What’s more, is that Ellie has no agency at all in this sequence. She’s under an anesthetic and is unable to make the decision herself. Marlene and the fireflies know that Ellie could save humanity and the price of the one does not outweigh the many. Marlene even believes that Ellie would be content to make this sacrifice. Joel doesn’t think Marlene had the authority to make this call, but also doesn’t allow Ellie to decide herself, opting not only to kill everyone, including Marlene, but then lying to Ellie (twice!) about what happened just to keep Ellie on his side. We’re left feeling betrayed by Joel, but at the same time, we understand. This is what the unconditional love of a parent figure is to the biggest extreme. Joel will do anything to protect the one he loves after being unable to do so twenty years ago.
A criticism against the show overall though I’d say is that it’s probably two episodes too short. If it had that extra screen time, the show could’ve included a few additional scenes with the infected. They didn’t show up too much of the infected, so when Marlene is emphasizing the need for a cure, it doesn’t hit quite as hard because we don’t see the danger of the infected, who haven’t been seen since episode five. If they had shown up last week or at the campus at episode six, they would’ve felt a bit more present, but by being limited in terms of screen time, the sense of urgency feels a bit lessened. But this doesn’t take away from Joel’s actions and the emotional conflict that stemmed from those scenes. It’s more just the sense of a need for the cure.
Likewise, due to the runtime and two episodes being flashbacks, I feel like we could’ve had maybe an episode or two more with Joel and Ellie. I feel like the transition from Joel seeing her as cargo to a daughter largely happened off-screen, which did take away some of the emotional impact of Joel’s rampage. In the game, we get all the additional dialogue as the two are walking around between combat scenarios, adding to the cinematic sequences. So we spend a lot of time with them. But in the show, I feel like we only got snapshots of their relationship and while I buy it, it’s not the same level of development in the game.
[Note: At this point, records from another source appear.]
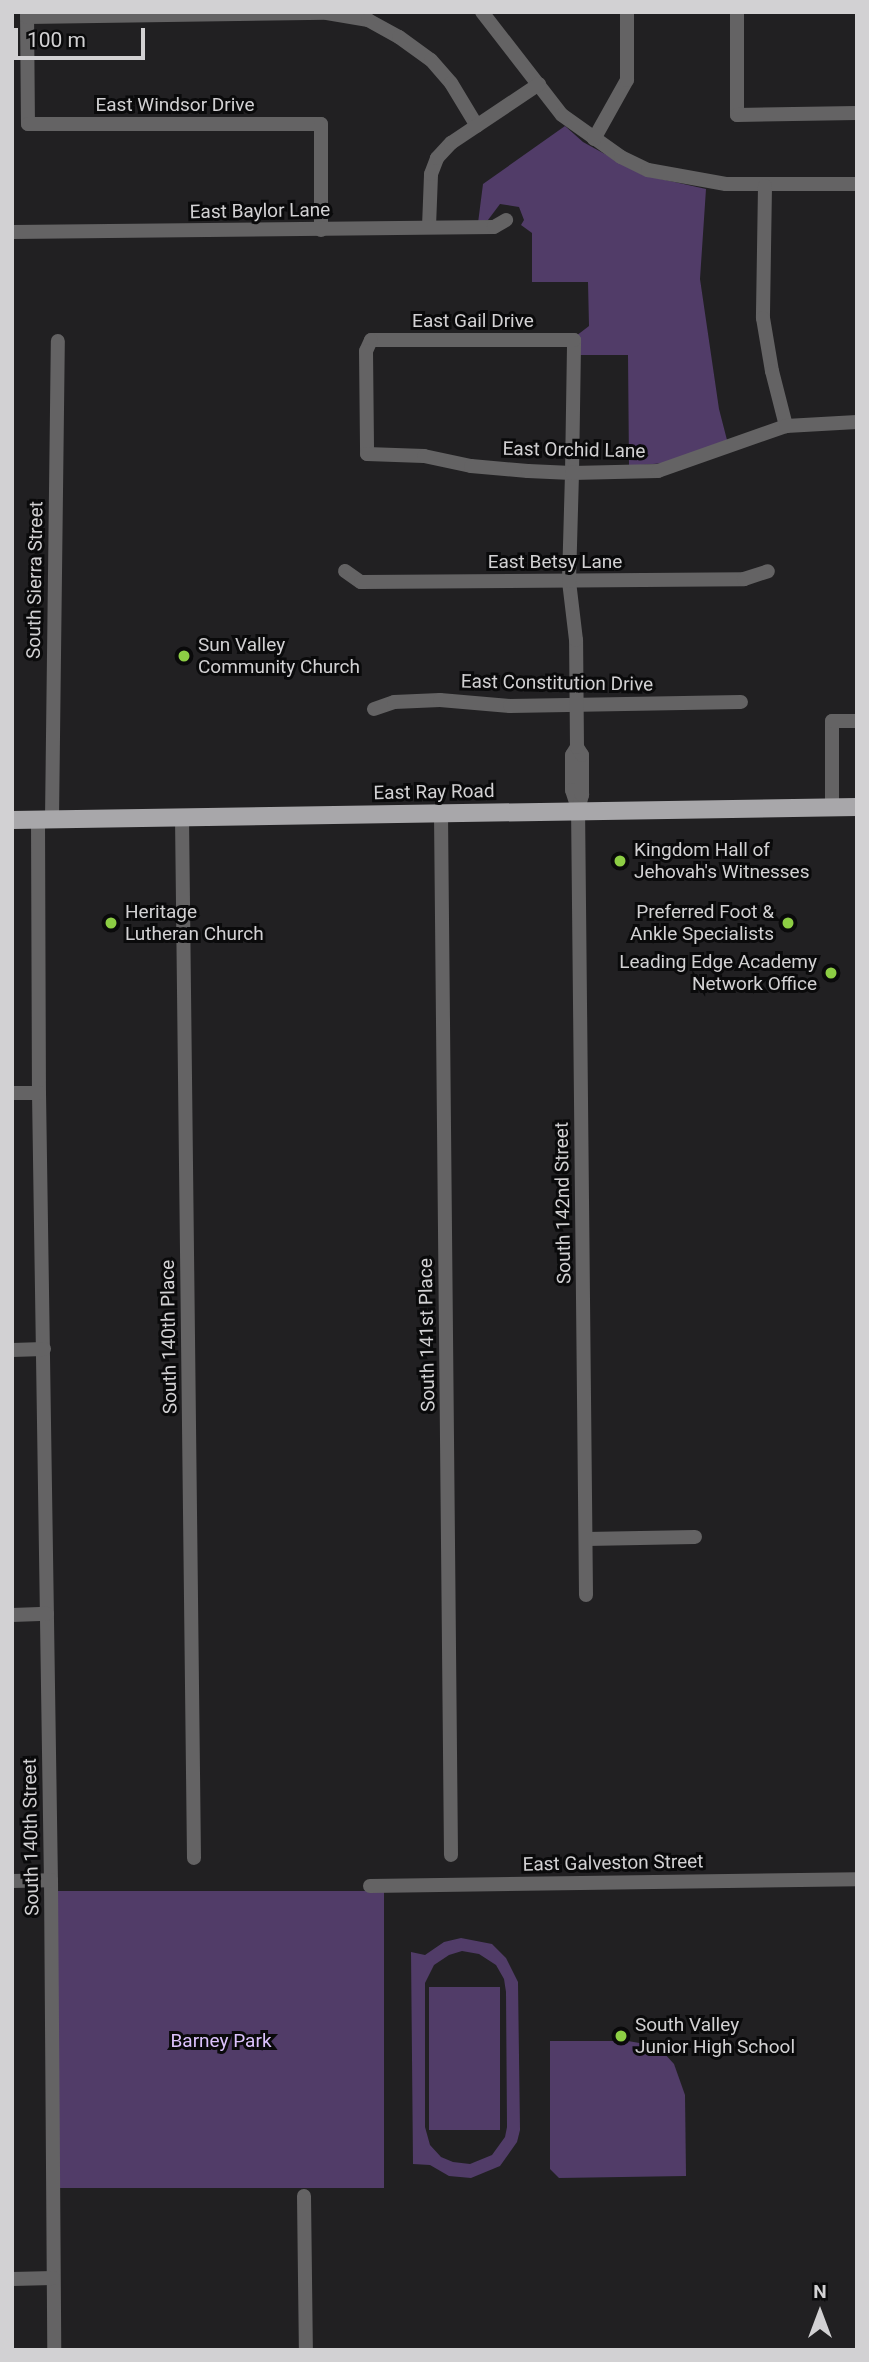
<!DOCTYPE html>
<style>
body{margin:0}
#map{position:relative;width:869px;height:2362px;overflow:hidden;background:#212022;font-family:Roboto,sans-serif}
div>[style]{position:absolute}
.green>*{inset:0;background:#513c68;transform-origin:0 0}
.minor>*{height:14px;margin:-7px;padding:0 7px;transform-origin:7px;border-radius:7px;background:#646364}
.major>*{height:18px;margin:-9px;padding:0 9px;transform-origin:9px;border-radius:9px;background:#a8a7aa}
.dots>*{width:19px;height:19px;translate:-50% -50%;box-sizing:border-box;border:4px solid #0a0a0b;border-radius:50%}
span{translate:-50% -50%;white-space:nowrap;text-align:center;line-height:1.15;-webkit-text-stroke:6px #0a0a0b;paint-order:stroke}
.street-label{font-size:19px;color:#d2d1d3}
.poi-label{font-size:19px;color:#d2d1d3}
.left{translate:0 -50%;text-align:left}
.right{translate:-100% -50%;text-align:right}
.park-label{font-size:19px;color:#dcc2fc}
.frame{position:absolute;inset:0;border:14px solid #d2d1d3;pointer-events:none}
.north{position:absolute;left:785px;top:2278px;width:70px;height:70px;-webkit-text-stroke:5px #0a0a0b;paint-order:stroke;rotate:0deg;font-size:19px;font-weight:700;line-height:28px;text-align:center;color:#d2d1d3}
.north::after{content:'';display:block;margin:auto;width:24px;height:32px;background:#d2d1d3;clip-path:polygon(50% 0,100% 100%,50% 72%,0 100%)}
.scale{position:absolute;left:14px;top:28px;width:131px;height:32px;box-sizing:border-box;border:4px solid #d2d1d3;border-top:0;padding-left:9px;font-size:21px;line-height:24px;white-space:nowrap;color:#d2d1d3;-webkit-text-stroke:5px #0a0a0b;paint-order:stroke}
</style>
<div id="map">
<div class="green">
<i style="clip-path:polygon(565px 126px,583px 142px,643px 175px,706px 189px,700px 279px,719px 409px,727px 440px,665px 463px,629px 466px,628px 355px,580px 355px,576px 336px,589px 326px,588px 282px,532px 282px,532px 233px,521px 225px,524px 220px,519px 207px,500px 204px,488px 220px,478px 223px,483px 184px)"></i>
<i style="left:384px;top:1891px;width:297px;height:328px;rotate:90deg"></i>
<i style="clip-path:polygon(evenodd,461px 1938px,492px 1944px,506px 1958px,518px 1982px,520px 2130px,517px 2142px,500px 2166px,471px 2178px,449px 2176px,430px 2165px,413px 2164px,411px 1952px,425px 1955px,444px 1942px,461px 1938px,462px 1951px,479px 1954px,496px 1965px,504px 1979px,506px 1992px,507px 2127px,505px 2137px,492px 2155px,470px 2164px,453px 2162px,441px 2157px,430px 2145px,425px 2127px,425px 1983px,434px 1965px,449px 1955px,462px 1951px)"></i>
<i style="left:429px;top:1987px;width:71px;height:143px"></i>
<i style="clip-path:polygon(550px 2041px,628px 2041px,645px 2044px,663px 2052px,674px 2064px,685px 2095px,686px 2176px,559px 2178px,550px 2169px)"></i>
</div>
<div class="minor">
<i style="left:27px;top:12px;width:112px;rotate:89.5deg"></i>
<i style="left:28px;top:124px;width:293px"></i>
<i style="left:321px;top:124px;width:106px;rotate:90deg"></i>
<i style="left:482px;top:12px;width:130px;rotate:52.2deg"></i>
<i style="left:562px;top:115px;width:72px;rotate:35.4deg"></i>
<i style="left:621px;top:157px;width:30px;rotate:26deg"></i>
<i style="left:648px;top:170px;width:79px;rotate:10.2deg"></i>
<i style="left:726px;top:184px;width:131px"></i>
<i style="left:737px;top:12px;width:103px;rotate:90deg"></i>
<i style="left:737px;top:115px;width:120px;rotate:-1deg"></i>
<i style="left:27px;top:17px;width:300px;rotate:-0.8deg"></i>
<i style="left:327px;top:13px;width:42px;rotate:9.7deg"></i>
<i style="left:368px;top:20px;width:35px;rotate:29deg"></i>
<i style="left:399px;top:37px;width:39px;rotate:36deg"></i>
<i style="left:431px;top:60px;width:30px;rotate:49deg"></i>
<i style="left:451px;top:83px;width:50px;rotate:58.8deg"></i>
<i style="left:594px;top:139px;width:68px;rotate:-60.8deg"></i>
<i style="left:627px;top:80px;width:68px;rotate:-90deg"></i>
<i style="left:765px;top:186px;width:132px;rotate:90.9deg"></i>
<i style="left:763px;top:318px;width:54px;rotate:80.4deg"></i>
<i style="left:772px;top:371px;width:57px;rotate:75.7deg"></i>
<i style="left:429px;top:227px;width:53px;rotate:-87.8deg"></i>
<i style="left:431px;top:174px;width:17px;rotate:-69deg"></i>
<i style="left:437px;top:158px;width:21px;rotate:-47deg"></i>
<i style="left:451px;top:143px;width:106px;rotate:-33.8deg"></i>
<i style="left:12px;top:232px;width:482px;rotate:-0.6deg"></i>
<i style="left:494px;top:227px;width:14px;rotate:-30deg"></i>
<i style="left:345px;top:571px;width:19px;rotate:35deg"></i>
<i style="left:361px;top:582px;width:383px;rotate:-0.4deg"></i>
<i style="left:744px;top:579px;width:25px;rotate:-18deg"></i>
<i style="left:374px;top:709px;width:21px;rotate:-19deg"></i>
<i style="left:394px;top:702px;width:46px;rotate:-2.5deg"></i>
<i style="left:440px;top:700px;width:70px;rotate:4.9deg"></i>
<i style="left:510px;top:706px;width:231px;rotate:-1deg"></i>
<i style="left:577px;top:747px;width:9px;rotate:122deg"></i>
<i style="left:572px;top:755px;width:35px;rotate:90deg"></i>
<i style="left:572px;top:790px;width:20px;rotate:72deg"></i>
<i style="left:832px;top:807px;width:86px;rotate:-90deg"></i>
<i style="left:832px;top:721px;width:25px"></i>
<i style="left:441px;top:814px;width:1041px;rotate:89.45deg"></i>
<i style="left:182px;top:817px;width:1041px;rotate:89.34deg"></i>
<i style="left:38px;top:819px;width:274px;rotate:89.8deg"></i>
<i style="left:39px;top:1093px;width:787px;rotate:89.13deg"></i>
<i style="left:51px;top:1880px;width:470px;rotate:89.6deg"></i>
<i style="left:52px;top:819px;width:478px;rotate:-89.3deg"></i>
<i style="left:12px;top:1093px;width:27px"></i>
<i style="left:12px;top:1350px;width:32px;rotate:-2deg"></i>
<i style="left:586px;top:1539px;width:109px;rotate:-1.1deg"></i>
<i style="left:586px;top:1595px;width:785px;rotate:-90.58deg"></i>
<i style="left:578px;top:810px;width:16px;rotate:-75deg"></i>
<i style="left:582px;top:795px;width:40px;rotate:-90deg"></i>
<i style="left:582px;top:755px;width:9px;rotate:-122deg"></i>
<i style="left:577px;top:747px;width:107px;rotate:-90.5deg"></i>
<i style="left:576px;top:640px;width:59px;rotate:-96.8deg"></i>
<i style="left:569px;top:581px;width:108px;rotate:-88.4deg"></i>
<i style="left:572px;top:473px;width:133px;rotate:-89.1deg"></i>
<i style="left:574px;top:340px;width:203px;rotate:180deg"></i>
<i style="left:371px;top:340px;width:12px;rotate:114deg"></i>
<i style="left:366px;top:351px;width:103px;rotate:89.4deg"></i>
<i style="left:367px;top:454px;width:57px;rotate:2deg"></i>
<i style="left:424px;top:456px;width:48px;rotate:12deg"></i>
<i style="left:471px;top:466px;width:57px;rotate:5deg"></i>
<i style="left:528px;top:471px;width:44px;rotate:2.6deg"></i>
<i style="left:572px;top:473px;width:86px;rotate:-1.3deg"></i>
<i style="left:658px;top:471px;width:136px;rotate:-19.4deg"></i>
<i style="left:786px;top:426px;width:71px;rotate:-3.2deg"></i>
<i style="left:12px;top:1615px;width:35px;rotate:-2deg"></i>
<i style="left:12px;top:1881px;width:39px;rotate:-1deg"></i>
<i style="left:370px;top:1886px;width:487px;rotate:-0.8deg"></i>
<i style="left:304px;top:2196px;width:154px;rotate:89.3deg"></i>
<i style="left:12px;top:2279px;width:41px;rotate:-1.4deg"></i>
</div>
<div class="major">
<i style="left:12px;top:820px;width:845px;rotate:-0.88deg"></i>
</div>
<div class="dots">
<i style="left:184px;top:656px;background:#8dce44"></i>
<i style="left:620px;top:861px;background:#8dce44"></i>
<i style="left:111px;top:923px;background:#8dce44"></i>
<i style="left:788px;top:923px;background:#8dce44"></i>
<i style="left:831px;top:973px;background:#8dce44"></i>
<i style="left:621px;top:2036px;background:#8dce44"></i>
</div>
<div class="street-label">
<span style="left:175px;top:105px">East Windsor Drive</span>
<span style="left:260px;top:211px;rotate:-1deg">East Baylor Lane</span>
<span style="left:473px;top:321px">East Gail Drive</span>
<span style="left:574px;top:450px;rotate:1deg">East Orchid Lane</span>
<span style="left:555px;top:562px">East Betsy Lane</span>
<span style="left:35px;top:580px;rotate:-89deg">South Sierra Street</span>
<span style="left:557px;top:683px;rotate:1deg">East Constitution Drive</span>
<span style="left:434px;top:792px;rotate:-1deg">East Ray Road</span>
<span style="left:563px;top:1203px;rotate:-91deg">South 142nd Street</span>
<span style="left:427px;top:1335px;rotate:-91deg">South 141st Place</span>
<span style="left:169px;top:1337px;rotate:-91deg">South 140th Place</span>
<span style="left:31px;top:1837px;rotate:-91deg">South 140th Street</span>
<span style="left:613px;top:1863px;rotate:-1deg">East Galveston Street</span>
</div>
<div class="poi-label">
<span class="left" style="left:198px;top:656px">Sun Valley<br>Community Church</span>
<span class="left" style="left:634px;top:861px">Kingdom Hall of<br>Jehovah's Witnesses</span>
<span class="left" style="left:125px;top:923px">Heritage<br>Lutheran Church</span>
<span class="right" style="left:774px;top:923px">Preferred Foot &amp;<br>Ankle Specialists</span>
<span class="right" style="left:817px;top:973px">Leading Edge Academy<br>Network Office</span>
<span class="left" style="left:635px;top:2036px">South Valley<br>Junior High School</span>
</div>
<div class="park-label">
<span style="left:221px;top:2041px">Barney Park</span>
</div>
<div class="frame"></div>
<div class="north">N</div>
<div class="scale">100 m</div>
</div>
Side note but a fun little aside was having Joel and Ellie working together to get a ladder for Joel to use. It’s such a big mechanic in the original game and it was fun to see it realized in live-action. An addition to the show is that Joel was suicidal after the death of Sarah and it’s an addition I like. I do wish the photograph plot point from the game, where Tommy and then later Ellie attempt to give Joel a photo of him and Sarah at a soccer game, was included in the show. In the game, Joel initially rejects the photo from Tommy but later finds cathartic closure when Ellie gives Joel the same photo months later, which strengthened their bond.
In the end, The Last of Us was a great adaptation of an iconic video game. It emphasized drama and character while delivering memorable sequences and great set design. I think it stumbled by brushing over some emotional beats and character growth found in the game by sacrificing screentime that could’ve been given to Joel and Ellie, but the end result is still a really compelling and wonderfully acted HBO series that raised the bar for video game adaptations overall. Cue the excitement and debate over The Last of Us Part II and how the showrunners will adapt that game.